→ Instructions for the task
Output exactly the lines below, starting with the line that has "M907,313L908,317L910,327L898,329L896,325Z" and going on through the line that has "M831,743L830,762H818V764H802V759L790,758L791,744Z", both included, and no other lines.

***** Record excerpts *****

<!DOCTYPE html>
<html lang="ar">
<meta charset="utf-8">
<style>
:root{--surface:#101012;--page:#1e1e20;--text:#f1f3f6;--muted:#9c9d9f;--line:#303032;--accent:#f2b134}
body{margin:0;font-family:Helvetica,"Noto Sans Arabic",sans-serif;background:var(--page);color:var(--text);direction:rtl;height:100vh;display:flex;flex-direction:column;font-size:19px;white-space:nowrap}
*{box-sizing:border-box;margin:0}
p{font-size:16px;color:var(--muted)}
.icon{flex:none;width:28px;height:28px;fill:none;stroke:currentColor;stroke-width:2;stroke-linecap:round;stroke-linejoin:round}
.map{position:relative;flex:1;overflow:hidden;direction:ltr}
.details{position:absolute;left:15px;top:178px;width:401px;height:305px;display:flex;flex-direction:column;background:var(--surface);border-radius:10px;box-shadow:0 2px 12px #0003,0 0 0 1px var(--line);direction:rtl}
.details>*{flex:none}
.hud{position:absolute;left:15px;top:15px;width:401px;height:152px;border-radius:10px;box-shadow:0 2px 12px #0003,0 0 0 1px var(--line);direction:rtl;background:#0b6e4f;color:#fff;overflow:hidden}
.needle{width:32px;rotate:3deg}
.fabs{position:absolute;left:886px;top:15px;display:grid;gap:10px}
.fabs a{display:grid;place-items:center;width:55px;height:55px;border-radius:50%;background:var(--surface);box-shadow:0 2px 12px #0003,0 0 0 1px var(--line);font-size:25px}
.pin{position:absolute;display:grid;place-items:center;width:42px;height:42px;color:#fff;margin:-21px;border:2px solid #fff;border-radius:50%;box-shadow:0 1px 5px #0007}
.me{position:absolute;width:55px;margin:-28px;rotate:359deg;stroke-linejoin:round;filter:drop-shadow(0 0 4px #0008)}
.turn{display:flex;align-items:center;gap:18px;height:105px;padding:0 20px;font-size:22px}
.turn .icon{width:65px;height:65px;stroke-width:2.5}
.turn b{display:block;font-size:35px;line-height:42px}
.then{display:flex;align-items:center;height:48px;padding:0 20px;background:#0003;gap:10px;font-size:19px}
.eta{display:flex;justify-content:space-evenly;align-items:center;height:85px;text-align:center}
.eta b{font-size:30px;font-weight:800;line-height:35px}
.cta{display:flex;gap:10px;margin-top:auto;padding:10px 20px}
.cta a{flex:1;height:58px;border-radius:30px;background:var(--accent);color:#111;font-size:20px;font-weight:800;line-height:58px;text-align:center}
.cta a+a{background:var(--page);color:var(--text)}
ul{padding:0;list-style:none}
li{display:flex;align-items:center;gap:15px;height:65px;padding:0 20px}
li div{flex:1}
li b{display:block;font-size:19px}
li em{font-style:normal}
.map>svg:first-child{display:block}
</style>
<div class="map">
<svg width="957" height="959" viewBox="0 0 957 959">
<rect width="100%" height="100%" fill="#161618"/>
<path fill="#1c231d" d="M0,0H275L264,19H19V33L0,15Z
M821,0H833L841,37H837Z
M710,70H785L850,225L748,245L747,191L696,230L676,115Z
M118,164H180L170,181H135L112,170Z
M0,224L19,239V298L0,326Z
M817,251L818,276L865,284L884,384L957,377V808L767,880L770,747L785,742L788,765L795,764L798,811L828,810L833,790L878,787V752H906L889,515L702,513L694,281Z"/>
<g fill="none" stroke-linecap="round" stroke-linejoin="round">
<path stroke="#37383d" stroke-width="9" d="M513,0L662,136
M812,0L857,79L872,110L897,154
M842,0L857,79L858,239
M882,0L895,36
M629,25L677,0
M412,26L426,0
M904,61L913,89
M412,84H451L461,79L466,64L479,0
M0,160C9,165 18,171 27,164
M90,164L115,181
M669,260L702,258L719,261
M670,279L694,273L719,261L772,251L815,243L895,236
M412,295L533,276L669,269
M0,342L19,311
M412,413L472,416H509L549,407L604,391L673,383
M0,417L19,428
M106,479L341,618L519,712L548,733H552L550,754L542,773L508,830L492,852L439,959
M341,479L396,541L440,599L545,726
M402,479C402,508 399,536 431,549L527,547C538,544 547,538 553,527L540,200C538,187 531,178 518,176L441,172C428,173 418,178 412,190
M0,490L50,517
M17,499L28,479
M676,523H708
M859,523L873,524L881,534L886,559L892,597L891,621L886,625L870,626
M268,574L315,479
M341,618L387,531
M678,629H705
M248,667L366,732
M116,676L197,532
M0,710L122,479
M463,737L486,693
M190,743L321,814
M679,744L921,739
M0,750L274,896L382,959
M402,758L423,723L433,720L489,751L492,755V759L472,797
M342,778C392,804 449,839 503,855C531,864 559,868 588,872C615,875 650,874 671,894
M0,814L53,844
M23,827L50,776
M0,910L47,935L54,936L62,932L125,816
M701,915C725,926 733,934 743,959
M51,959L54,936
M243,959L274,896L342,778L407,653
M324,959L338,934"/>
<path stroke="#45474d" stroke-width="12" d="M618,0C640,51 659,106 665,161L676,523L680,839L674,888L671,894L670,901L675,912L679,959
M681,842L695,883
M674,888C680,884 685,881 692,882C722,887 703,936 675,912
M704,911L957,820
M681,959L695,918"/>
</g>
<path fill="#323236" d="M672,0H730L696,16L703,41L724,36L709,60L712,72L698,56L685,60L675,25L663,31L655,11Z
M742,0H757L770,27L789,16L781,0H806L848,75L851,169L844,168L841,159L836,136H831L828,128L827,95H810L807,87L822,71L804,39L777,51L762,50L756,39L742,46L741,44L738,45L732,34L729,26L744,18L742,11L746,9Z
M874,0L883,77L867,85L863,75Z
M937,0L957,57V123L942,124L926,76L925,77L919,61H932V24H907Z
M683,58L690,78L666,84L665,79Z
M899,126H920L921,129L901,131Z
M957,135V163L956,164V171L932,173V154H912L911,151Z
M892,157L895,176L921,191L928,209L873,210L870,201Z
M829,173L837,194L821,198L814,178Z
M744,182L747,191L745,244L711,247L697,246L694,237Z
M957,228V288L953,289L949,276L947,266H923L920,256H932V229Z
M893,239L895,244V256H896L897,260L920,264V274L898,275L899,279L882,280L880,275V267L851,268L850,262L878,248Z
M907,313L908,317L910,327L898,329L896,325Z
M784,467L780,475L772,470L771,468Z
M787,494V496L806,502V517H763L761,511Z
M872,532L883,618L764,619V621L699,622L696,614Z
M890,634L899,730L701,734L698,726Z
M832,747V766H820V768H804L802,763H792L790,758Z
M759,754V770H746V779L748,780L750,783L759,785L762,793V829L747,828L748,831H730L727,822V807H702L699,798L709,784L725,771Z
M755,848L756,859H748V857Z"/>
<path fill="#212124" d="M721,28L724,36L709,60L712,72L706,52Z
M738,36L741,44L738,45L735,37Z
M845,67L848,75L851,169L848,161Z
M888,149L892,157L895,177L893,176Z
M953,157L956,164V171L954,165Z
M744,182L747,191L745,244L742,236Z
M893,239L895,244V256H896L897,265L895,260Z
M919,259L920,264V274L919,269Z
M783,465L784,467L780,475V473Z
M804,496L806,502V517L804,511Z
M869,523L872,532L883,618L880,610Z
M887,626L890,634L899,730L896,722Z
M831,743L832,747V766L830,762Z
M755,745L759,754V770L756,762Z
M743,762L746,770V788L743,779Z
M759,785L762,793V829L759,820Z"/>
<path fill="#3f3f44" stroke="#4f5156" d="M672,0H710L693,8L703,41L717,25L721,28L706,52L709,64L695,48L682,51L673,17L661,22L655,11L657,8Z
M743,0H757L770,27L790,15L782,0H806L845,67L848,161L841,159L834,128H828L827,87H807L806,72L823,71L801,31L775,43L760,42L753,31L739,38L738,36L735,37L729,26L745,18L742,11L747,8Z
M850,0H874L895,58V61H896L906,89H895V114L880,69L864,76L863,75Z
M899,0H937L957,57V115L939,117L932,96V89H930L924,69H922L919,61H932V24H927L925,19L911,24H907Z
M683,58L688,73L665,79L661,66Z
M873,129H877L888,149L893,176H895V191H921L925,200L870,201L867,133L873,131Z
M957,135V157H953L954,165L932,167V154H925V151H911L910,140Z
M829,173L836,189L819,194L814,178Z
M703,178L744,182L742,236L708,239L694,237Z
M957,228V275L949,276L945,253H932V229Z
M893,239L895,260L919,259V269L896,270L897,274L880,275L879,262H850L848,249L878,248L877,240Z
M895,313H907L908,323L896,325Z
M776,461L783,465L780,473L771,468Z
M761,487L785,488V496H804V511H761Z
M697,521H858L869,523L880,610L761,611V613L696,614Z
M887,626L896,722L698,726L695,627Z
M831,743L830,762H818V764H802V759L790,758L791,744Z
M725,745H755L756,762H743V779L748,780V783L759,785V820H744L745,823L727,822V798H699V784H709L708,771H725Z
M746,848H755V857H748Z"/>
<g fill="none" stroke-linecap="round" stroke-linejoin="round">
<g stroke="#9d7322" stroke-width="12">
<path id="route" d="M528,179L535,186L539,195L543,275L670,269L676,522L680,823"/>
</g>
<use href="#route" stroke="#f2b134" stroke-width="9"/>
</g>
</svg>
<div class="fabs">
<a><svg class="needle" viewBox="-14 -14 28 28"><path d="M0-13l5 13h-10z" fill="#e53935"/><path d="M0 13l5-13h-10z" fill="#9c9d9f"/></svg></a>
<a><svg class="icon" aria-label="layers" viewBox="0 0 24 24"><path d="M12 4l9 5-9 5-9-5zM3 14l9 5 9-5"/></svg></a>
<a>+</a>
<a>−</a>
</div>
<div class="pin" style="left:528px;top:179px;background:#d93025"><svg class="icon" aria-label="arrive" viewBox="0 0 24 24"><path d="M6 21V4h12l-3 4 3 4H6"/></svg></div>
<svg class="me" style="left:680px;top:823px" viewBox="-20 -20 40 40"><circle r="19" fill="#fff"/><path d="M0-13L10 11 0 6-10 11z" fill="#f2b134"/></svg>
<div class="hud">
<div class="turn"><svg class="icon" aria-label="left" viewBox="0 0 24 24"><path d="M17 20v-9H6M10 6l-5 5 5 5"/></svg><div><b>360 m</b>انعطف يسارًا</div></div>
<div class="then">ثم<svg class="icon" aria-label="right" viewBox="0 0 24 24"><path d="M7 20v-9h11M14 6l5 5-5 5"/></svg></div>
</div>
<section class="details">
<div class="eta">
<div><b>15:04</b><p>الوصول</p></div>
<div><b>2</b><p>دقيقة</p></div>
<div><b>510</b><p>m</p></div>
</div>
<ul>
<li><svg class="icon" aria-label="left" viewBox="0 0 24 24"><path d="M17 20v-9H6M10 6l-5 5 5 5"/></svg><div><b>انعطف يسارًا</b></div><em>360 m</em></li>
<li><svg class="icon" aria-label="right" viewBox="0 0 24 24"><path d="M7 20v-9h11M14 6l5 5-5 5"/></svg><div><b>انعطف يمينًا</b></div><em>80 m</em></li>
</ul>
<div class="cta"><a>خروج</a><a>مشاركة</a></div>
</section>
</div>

*****

→ Response to this task
M907,313L908,317L910,327L898,329L896,325Z
M784,467L780,475L772,470L771,468Z
M787,494V496L806,502V517H763L761,511Z
M872,532L883,618L764,619V621L699,622L696,614Z
M890,634L899,730L701,734L698,726Z
M832,747V766H820V768H804L802,763H792L790,758Z
M759,754V770H746V779L748,780L750,783L759,785L762,793V829L747,828L748,831H730L727,822V807H702L699,798L709,784L725,771Z
M755,848L756,859H748V857Z"/>
<path fill="#212124" d="M721,28L724,36L709,60L712,72L706,52Z
M738,36L741,44L738,45L735,37Z
M845,67L848,75L851,169L848,161Z
M888,149L892,157L895,177L893,176Z
M953,157L956,164V171L954,165Z
M744,182L747,191L745,244L742,236Z
M893,239L895,244V256H896L897,265L895,260Z
M919,259L920,264V274L919,269Z
M783,465L784,467L780,475V473Z
M804,496L806,502V517L804,511Z
M869,523L872,532L883,618L880,610Z
M887,626L890,634L899,730L896,722Z
M831,743L832,747V766L830,762Z
M755,745L759,754V770L756,762Z
M743,762L746,770V788L743,779Z
M759,785L762,793V829L759,820Z"/>
<path fill="#3f3f44" stroke="#4f5156" d="M672,0H710L693,8L703,41L717,25L721,28L706,52L709,64L695,48L682,51L673,17L661,22L655,11L657,8Z
M743,0H757L770,27L790,15L782,0H806L845,67L848,161L841,159L834,128H828L827,87H807L806,72L823,71L801,31L775,43L760,42L753,31L739,38L738,36L735,37L729,26L745,18L742,11L747,8Z
M850,0H874L895,58V61H896L906,89H895V114L880,69L864,76L863,75Z
M899,0H937L957,57V115L939,117L932,96V89H930L924,69H922L919,61H932V24H927L925,19L911,24H907Z
M683,58L688,73L665,79L661,66Z
M873,129H877L888,149L893,176H895V191H921L925,200L870,201L867,133L873,131Z
M957,135V157H953L954,165L932,167V154H925V151H911L910,140Z
M829,173L836,189L819,194L814,178Z
M703,178L744,182L742,236L708,239L694,237Z
M957,228V275L949,276L945,253H932V229Z
M893,239L895,260L919,259V269L896,270L897,274L880,275L879,262H850L848,249L878,248L877,240Z
M895,313H907L908,323L896,325Z
M776,461L783,465L780,473L771,468Z
M761,487L785,488V496H804V511H761Z
M697,521H858L869,523L880,610L761,611V613L696,614Z
M887,626L896,722L698,726L695,627Z
M831,743L830,762H818V764H802V759L790,758L791,744Z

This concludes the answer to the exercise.